Fun Circle Time starters from this text:
* All change - call out descriptives, w.g. stand up and move if you have a brother; have visited another country; speak another language etc
* Show an emotion - peers guess what it is; peers copy
* Word association - e.g. say a word related to friendship, fun, calm etc
* Eek and zoom - go around the circle, each child saying 'eek,'. Swap directions when one child says 'zoom'
Resolving Conflict
* Split class into small groups. Give each group a puzzle, missing 1-2 pieces. How will group solve the problem? Did you work together to do this?
* In small groups, give students a conflict to role-play. Demonstrate to peers. How could they resolve this conflict? How could each child keep calm? Develop a list of resolution strategies.
Kindness
* Buddy children in random pairs. Each child talks with their buddy, then shares, "xxx is good at...." or "Thankyou xxx for xxxxx,".
* Read a picture book on friendship. What do great friends do? With whole class or small groups, create a wanted poster for a dream friend. Alternatively, create a self-advertisement, selling all the great things ecah child thinks they offer as a friend.

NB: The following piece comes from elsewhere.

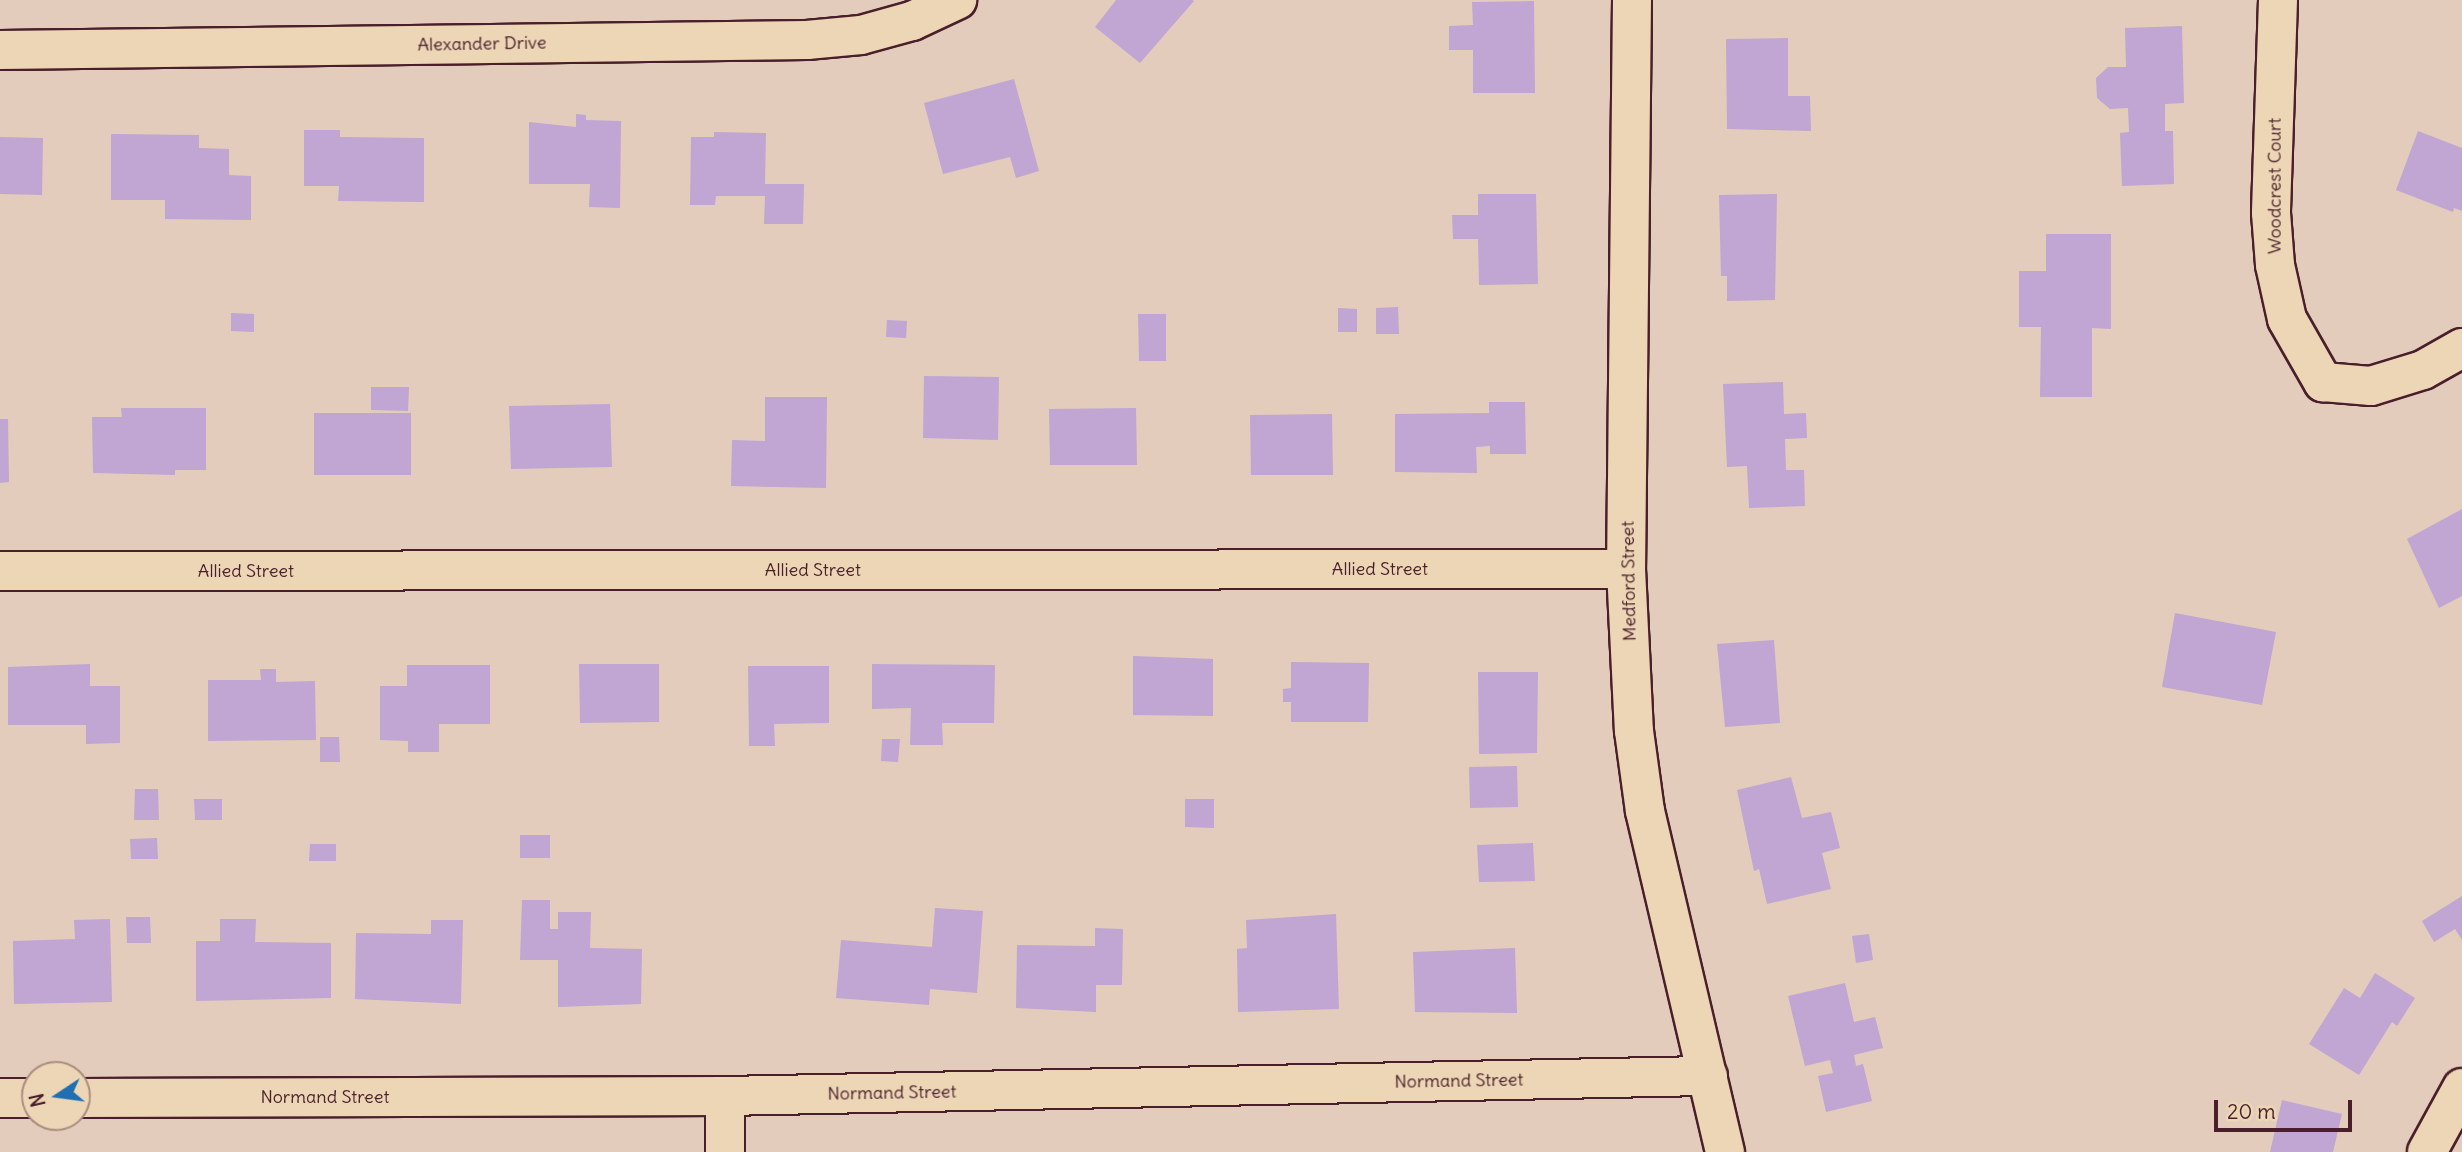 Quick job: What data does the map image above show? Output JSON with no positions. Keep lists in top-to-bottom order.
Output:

*Booster photos: place five stars on a photo of each child, and groupd children in fives. Each writes a positive descriptive of that person.
For lunchtimes
I have several students who have found it difficult finding a buddy at lunch time, or who gravitate towards older children. I observed a colleague partnering students to play together prior to lunh, and have used this approach successfully. Other ideas form this text book: having a lunchtime task force e.g. children who have the role of collecting rubbish, buddying new starters, or watering a garden etc; utilising the J2 games, taking children over to join these.